Will Deacon will.deacon at arm.com
Thu Nov 20 05:53:39 PST 2014


On Thu, Nov 20, 2014 at 12:50:45PM +0000, leizhen wrote:
> On 2014/11/20 18:13, Will Deacon wrote:
> > On Thu, Nov 20, 2014 at 09:57:01AM +0000, Zhen Lei wrote:
> >> It's dangerous to set pte with ARM_SMMU_PTE_AP_UNPRIV. A hacker can use any
> >> devices running at userspace to access the memory which originally mapped for
> >> kernel devices, suppose they have the same StreamID. The userspace devices
> >> should through vfio to dynamic create mapping.
> > 
> > I don't fully understand the problem here. vfio will create a set of private
> > page tables for the container, so I can't see why the privilege really
> > matters, given that the whole thing is sandboxed anyway.
> 
> Suppose DMA-0 can be running both at kernel space and user space. And kernel
> APP use DMA-0 to access the lowest 4G(physical memory address range: 0~4G,
> because some old DMA devices can only output 32bit address, and phys_to_dma() in
> arch/arm64/include/asm/dma-mapping.h take iova and pa as the same). We can use
> bypass mode or create mapping iova=pa for the lowest 4G. Now, the user APP can
> use DMA-0 to access all the lowest 4G(may contain kernel information and user APP
> originally access prohibitted).

What's a kernel APP? Is DMA-0 some sort of device? How is it running at both
kernel and userspace?

> Through vfio, the user APP can only create mapping for the physical memory which
> it can access through cpu. That's the memory which belong to the user APP, vfio
> should check this.

Yes, so there is no issue when using VFIO.

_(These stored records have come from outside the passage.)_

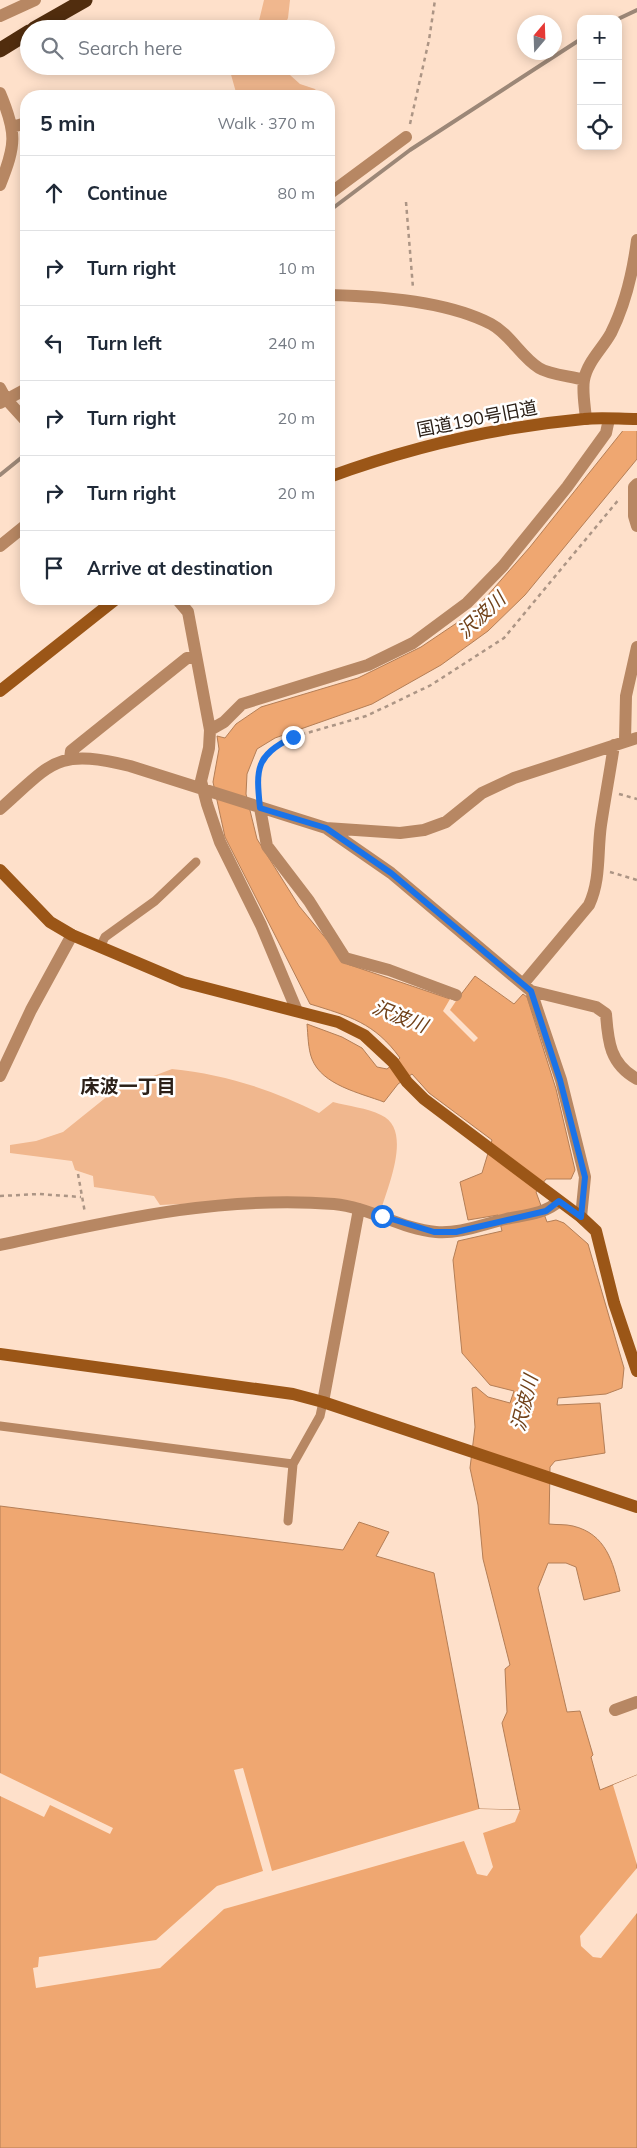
<!DOCTYPE html>
<meta charset="utf-8">
<style>
:root{--surface:#fff;--page:#f2f2f3;--text:#1f2937;--muted:#747a83;--line:#e0e1e3}
body{margin:0;font-family:Mulish,"Noto Sans JP",sans-serif;background:var(--page);color:var(--text)}
.controls{position:absolute;right:15px;top:15px;display:grid;overflow:hidden;border-radius:10px;box-shadow:0 2px 12px #0003}
.controls button{width:45px;height:45px;display:grid;place-items:center;padding:0;border:0;border-bottom:1px solid var(--line);background:var(--surface);color:var(--text);font:25px sans-serif}
.compass{position:absolute;left:517px;top:15px;width:45px;height:45px;border-radius:50%;background:var(--surface);box-shadow:0 2px 12px #0003;rotate:19deg}
.stop{position:absolute;width:15px;height:15px;margin:-11px;border:4px solid #1a73e8;border-radius:50%;background:#fff}
.stop.end{background:#1a73e8;border-color:#fff;box-shadow:0 1px 5px #0008}
.list{margin:0;padding:0;list-style:none}
h2{display:flex;justify-content:space-between;align-items:center;height:65px;margin:0;padding:0 20px;font-size:21px}
h2 small{font-size:16px;font-weight:400;color:var(--muted)}
.list li{display:grid;grid-template-columns:32px 1fr auto;gap:15px;align-items:center;box-sizing:border-box;height:75px;padding:0 20px;border-top:1px solid var(--line)}
.list b{display:block;font-size:19px;white-space:nowrap}
.list em{font-size:16px;font-style:normal;color:var(--muted)}
.icon{flex:none;width:28px;height:28px;fill:none;stroke:currentColor;stroke-width:2;stroke-linecap:round;stroke-linejoin:round}
.map{position:relative;flex:none;width:637px;height:2148px;overflow:hidden}
.search{position:absolute;background:var(--surface);box-shadow:0 2px 12px #0003;left:20px;top:20px;width:315px;height:55px;display:flex;align-items:center;gap:12px;box-sizing:border-box;padding:0 18px;border-radius:28px;color:var(--muted);font-size:19px}
.panel{position:absolute;background:var(--surface);box-shadow:0 2px 12px #0003;left:20px;top:90px;width:315px;height:515px;border-radius:20px}
.map>svg:first-child{display:block}
</style>
<div class="map">
<svg width="637" height="2148" viewBox="0 0 637 2148">
<rect width="100%" height="100%" fill="#fee0ca"/>
<path fill="#f0b78e" d="M 264,0 L 290,0 L 288,18 L 283,29 L 257,29 Z
M 232,66 L 280,66 L 300,84 L 315,89 L 320,96 L 237,96 L 230,71 Z
M 172,1069 C 224,1074 273,1090 319,1113 L 333,1102 C 348,1106 367,1108 381,1115 C 413,1129 388,1186 381,1210 L 266,1200 L 160,1205 L 154,1196 L 94,1187 L 93,1176 L 75,1170 L 72,1161 L 10,1153 L 10,1145 L 36,1141 L 63,1132 L 114,1091 Z"/>
<path fill="#efa771" stroke="#b47e56" d="M 637,413 L 637,459 L 525,595 L 488,631 L 441,665 L 372,704 L 275,738 L 257,749 L 247,774 L 246,794 L 257,839 L 299,906 L 347,964 L 456,1001 L 475,976 L 514,1004 L 523,994 L 527,997 L 556,1089 L 575,1170 L 571,1179 L 546,1179 L 536,1192 L 547,1222 L 556,1220 L 564,1223 L 588,1244 L 624,1368 L 622,1388 L 606,1394 L 558,1398 L 557,1405 L 600,1403 L 605,1453 L 555,1461 L 550,1467 L 549,1524 C 557,1525 565,1524 573,1526 C 606,1534 613,1562 620,1591 L 584,1600 L 576,1567 L 566,1563 L 548,1563 L 538,1588 L 567,1712 L 580,1711 L 593,1755 L 591,1757 L 600,1790 L 637,1775 L 637,2148 L 0,2148 L 0,1506 L 343,1550 L 359,1522 L 389,1532 L 376,1556 L 434,1573 L 479,1809 L 520,1810 L 502,1723 L 507,1712 L 505,1669 L 510,1665 L 483,1559 L 478,1505 L 470,1468 L 475,1427 L 472,1388 L 476,1387 L 488,1397 L 510,1403 L 514,1391 L 490,1385 L 462,1353 L 453,1260 L 458,1241 L 502,1231 L 498,1215 L 468,1220 L 460,1182 L 482,1173 L 492,1140 L 429,1093 L 412,1074 L 398,1084 L 384,1102 C 360,1093 322,1085 312,1059 C 308,1049 308,1035 307,1024 L 342,1037 L 362,1048 L 377,1067 L 387,1069 L 400,1058 C 375,1023 349,1016 310,1004 L 225,837 L 213,782 L 219,749 L 217,736 L 225,738 L 236,724 L 261,707 L 358,678 L 421,647 L 473,612 L 530,547 Z"/>
<path fill="#fee0ca" d="M 637,410 L 637,431 L 619,431 L 635,411 Z
M 450,999 L 456,1001 L 450,1010 L 478,1038 L 474,1042 L 443,1011 Z
M 243,1768 L 272,1871 L 479,1809 L 520,1810 L 515,1822 L 483,1833 L 493,1867 L 487,1876 L 477,1874 L 464,1841 L 224,1909 L 160,1968 L 36,1988 L 33,1968 L 38,1967 L 39,1957 L 156,1940 L 217,1886 L 263,1871 L 234,1770 Z
M 0,1773 L 113,1828 L 110,1834 L 50,1805 L 44,1817 L 0,1796 Z
M 637,1775 L 637,1865 L 613,1785 Z
M 637,1868 L 637,1913 L 601,1958 L 593,1957 L 581,1946 L 580,1936 Z"/>
<g fill="none" stroke-linecap="round" stroke-linejoin="round">
<path stroke="#ac9585" stroke-width="2.5" stroke-dasharray="4 4" stroke-linecap="butt" d="M 410,124 L 429,40 L 435,0
M 406,202 L 413,288
M 258,791 L 257,776 L 262,758 L 274,747 L 293,737 L 366,716 L 396,702 L 431,685 L 504,638 L 620,498
M 619,794 L 637,799
M 610,872 L 637,880
M 78,1174 L 85,1213
M 0,1196 L 39,1194 L 81,1197"/>
<path stroke="#b78763" stroke-width="9" d="M 100,947 L 105,937 L 155,901 L 196,862
M 0,1426 L 293,1464
M 288,1521 L 293,1464 L 320,1416 L 323,1402"/>
<path stroke="#b78763" stroke-width="12" d="M 0,16 L 35,0
M 0,93 C 17,133 16,145 0,185
M 12,127 L 26,123
M 329,194 L 406,137
M 329,295 C 378,296 447,301 491,324 C 510,334 521,357 539,368 C 550,375 571,376 584,380
M 0,388 L 6,399 L 26,421
M 0,403 L 26,389
M 586,419 C 585,407 582,391 584,380 C 587,362 603,348 611,333 C 625,305 633,271 637,240
M 637,484 L 634,487 L 634,516 L 637,526
M 0,546 L 26,525
M 177,599 L 188,612 L 210,730
M 625,741 L 626,696 L 637,647
M 70,759 L 71,751 L 76,747 L 187,658 L 195,657
M 260,808 L 267,846 L 309,901 L 345,958 L 389,970 L 456,995
M 0,809 C 53,762 56,748 130,766 L 326,828 L 400,833 L 424,830 L 446,822 L 482,793 L 514,778 L 637,738
M 326,828 L 391,873 L 531,991 L 596,1007 L 606,1014 C 608,1042 610,1064 637,1079
M 523,984 L 589,905 C 601,879 597,853 601,825 C 605,798 610,772 614,745
M 531,991 L 561,1080 L 585,1177 L 581,1217
M 297,1011 L 261,925 L 220,842 L 207,804 L 201,781 L 209,748 L 210,730 L 224,722 L 242,704 L 368,665 L 413,643 L 467,603 L 503,566 L 567,487 L 606,433 L 609,419
M 0,1076 L 31,1010 L 72,935
M 0,1245 C 112,1221 218,1195 334,1204 C 369,1207 401,1229 436,1232 C 460,1234 483,1224 506,1219 C 525,1215 545,1214 559,1201
M 323,1402 L 359,1209
M 615,1710 L 637,1702"/>
<path stroke="#9b5617" stroke-width="12" d="M 329,477 C 411,447 496,427 584,419 C 601,417 619,419 637,419
M 0,691 L 116,599
M 0,870 L 50,922 L 72,935 L 183,982 L 338,1022 L 364,1035 L 393,1062 L 407,1082 L 424,1099 L 581,1217 L 596,1231 L 614,1303 L 637,1371
M 0,1354 L 293,1394 L 323,1402 L 637,1507"/>
<path stroke="#512d0e" stroke-width="15" d="M 34,29 L 85,0
M 0,50 L 29,32"/>
<path stroke="#9c8777" stroke-width="4" d="M 618,19 L 637,10
M 329,211 L 410,150 L 581,39
M 0,475 L 26,454"/>
</g>
<g fill="none" stroke-linecap="round" stroke-linejoin="round">
<path stroke="#1a73e8" stroke-width="6" d="M 293,737 C 255,756 256,769 260,808 L 326,828 L 391,873 L 531,991 L 560,1080 L 585,1177 L 581,1217 L 559,1201 L 546,1211 L 456,1232 L 434,1232 L 382,1216"/>
</g>
<g text-anchor="middle" stroke-width="5" stroke-linejoin="round" paint-order="stroke">
<g font-size="18" fill="#2b2018" stroke="#fff">
<text transform="translate(477 419) rotate(-11)" y="6">国道190号旧道</text>
</g>
<g font-size="19" font-style="italic" fill="#71421a" stroke="#fff">
<text transform="translate(481 615) rotate(-43)" y="7">沢波川</text>
<text transform="translate(400 1016) rotate(21)" y="7">沢波川</text>
<text transform="translate(524 1403) rotate(-76)" y="7">沢波川</text>
</g>
<g font-size="19" font-weight="bold" fill="#2b2018" stroke="#fff">
<text x="128" y="1093">床波一丁目</text>
</g>
</g>
</svg>
<div class="controls">
<button>+</button>
<button>−</button>
<button><svg class="icon" aria-label="locate" viewBox="0 0 24 24"><circle cx="12" cy="12" r="6"/><path d="M12 2v4M12 18v4M2 12h4M18 12h4"/></svg></button>
</div>
<svg class="compass" viewBox="-18 -18 36 36"><path d="M0-13l5 13h-10z" fill="#e53935"/><path d="M0 13l5-13h-10z" fill="#747a83"/></svg>
<div class="stop" style="left:382px;top:1216px"></div>
<div class="stop end" style="left:293px;top:737px"></div>
<div class="search"><svg class="icon" aria-label="search" viewBox="0 0 24 24"><circle cx="10" cy="10" r="6"/><path d="M15 15l6 6"/></svg>Search here</div>
<section class="panel">
<h2>5 min<small>Walk · 370 m</small></h2>
<ul class="list">
<li><svg class="icon" aria-label="ahead" viewBox="0 0 24 24"><path d="M12 20V5M6 11l6-6 6 6"/></svg><div><b>Continue</b></div><em>80 m</em></li>
<li><svg class="icon" aria-label="right" viewBox="0 0 24 24"><path d="M7 20v-9h11M14 6l5 5-5 5"/></svg><div><b>Turn right</b></div><em>10 m</em></li>
<li><svg class="icon" aria-label="left" viewBox="0 0 24 24"><path d="M17 20v-9H6M10 6l-5 5 5 5"/></svg><div><b>Turn left</b></div><em>240 m</em></li>
<li><svg class="icon" aria-label="right" viewBox="0 0 24 24"><path d="M7 20v-9h11M14 6l5 5-5 5"/></svg><div><b>Turn right</b></div><em>20 m</em></li>
<li><svg class="icon" aria-label="right" viewBox="0 0 24 24"><path d="M7 20v-9h11M14 6l5 5-5 5"/></svg><div><b>Turn right</b></div><em>20 m</em></li>
<li><svg class="icon" aria-label="arrive" viewBox="0 0 24 24"><path d="M6 21V4h12l-3 4 3 4H6"/></svg><div><b>Arrive at destination</b></div></li>
</ul>
</section>
</div>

> And now, arm64 have not support vfio. I don't know how to deal with: a iommu_group
> used by both user devices(through vfio) and kernel devices. They may specify the same
> iova but different pa or diffrent attributes. Maybe we should not support this scene.
> But if all(iova,pa,attr) is the same, we can simply add ARM_SMMU_PTE_AP_UNPRIV in PTE to
> satisfy vfio requirment.

arm64 does support VFIO. Please check the patches queued for 3.19.

> > Furthermore, if we change the default to PRIV, then it will break for any
> > devices wired to emit unprivileged transactions only.
> 
> if so, it's the problem of hardware. I think.

If you have a device that emits the same streamid for privileged and
unprivileged transactions, then I think you have the problem of hardware :)

The right way to solve this would be to add a new IOMMU_PRIV flag (I think
this was discussed in the past) which can be passed to iommu_map.